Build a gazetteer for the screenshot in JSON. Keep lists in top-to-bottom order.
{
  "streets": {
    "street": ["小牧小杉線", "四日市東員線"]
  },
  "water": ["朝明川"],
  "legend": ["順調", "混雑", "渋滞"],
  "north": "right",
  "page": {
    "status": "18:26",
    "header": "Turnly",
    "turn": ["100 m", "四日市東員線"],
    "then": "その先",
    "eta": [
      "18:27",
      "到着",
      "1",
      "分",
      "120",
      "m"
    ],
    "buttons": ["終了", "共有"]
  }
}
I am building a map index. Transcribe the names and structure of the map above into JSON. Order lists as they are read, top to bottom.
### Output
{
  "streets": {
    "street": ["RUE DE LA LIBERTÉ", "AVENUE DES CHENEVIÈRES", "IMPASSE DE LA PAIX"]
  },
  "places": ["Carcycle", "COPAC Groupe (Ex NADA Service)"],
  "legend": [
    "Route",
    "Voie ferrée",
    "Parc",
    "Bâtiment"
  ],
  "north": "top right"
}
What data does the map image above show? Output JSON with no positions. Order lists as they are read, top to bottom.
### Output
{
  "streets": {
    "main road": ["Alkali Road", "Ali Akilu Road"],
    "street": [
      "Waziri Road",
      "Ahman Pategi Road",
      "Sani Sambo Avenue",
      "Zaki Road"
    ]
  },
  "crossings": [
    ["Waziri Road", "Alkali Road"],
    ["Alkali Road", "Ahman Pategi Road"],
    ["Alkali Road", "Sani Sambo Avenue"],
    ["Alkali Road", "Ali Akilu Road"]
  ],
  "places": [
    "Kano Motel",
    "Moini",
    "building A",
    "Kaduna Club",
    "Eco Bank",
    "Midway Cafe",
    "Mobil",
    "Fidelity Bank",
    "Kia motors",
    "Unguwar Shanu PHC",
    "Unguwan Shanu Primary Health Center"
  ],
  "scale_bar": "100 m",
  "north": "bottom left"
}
────
• _TRY IT_
Output an exact copy of each record.

• _REPLY_
Build a gazetteer for the screenshot in JSON. Keep lists in top-to-bottom order.
{
  "streets": {
    "street": ["小牧小杉線", "四日市東員線"]
  },
  "water": ["朝明川"],
  "legend": ["順調", "混雑", "渋滞"],
  "north": "right",
  "page": {
    "status": "18:26",
    "header": "Turnly",
    "turn": ["100 m", "四日市東員線"],
    "then": "その先",
    "eta": [
      "18:27",
      "到着",
      "1",
      "分",
      "120",
      "m"
    ],
    "buttons": ["終了", "共有"]
  }
}
I am building a map index. Transcribe the names and structure of the map above into JSON. Order lists as they are read, top to bottom.
### Output
{
  "streets": {
    "street": ["RUE DE LA LIBERTÉ", "AVENUE DES CHENEVIÈRES", "IMPASSE DE LA PAIX"]
  },
  "places": ["Carcycle", "COPAC Groupe (Ex NADA Service)"],
  "legend": [
    "Route",
    "Voie ferrée",
    "Parc",
    "Bâtiment"
  ],
  "north": "top right"
}
What data does the map image above show? Output JSON with no positions. Order lists as they are read, top to bottom.
### Output
{
  "streets": {
    "main road": ["Alkali Road", "Ali Akilu Road"],
    "street": [
      "Waziri Road",
      "Ahman Pategi Road",
      "Sani Sambo Avenue",
      "Zaki Road"
    ]
  },
  "crossings": [
    ["Waziri Road", "Alkali Road"],
    ["Alkali Road", "Ahman Pategi Road"],
    ["Alkali Road", "Sani Sambo Avenue"],
    ["Alkali Road", "Ali Akilu Road"]
  ],
  "places": [
    "Kano Motel",
    "Moini",
    "building A",
    "Kaduna Club",
    "Eco Bank",
    "Midway Cafe",
    "Mobil",
    "Fidelity Bank",
    "Kia motors",
    "Unguwar Shanu PHC",
    "Unguwan Shanu Primary Health Center"
  ],
  "scale_bar": "100 m",
  "north": "bottom left"
}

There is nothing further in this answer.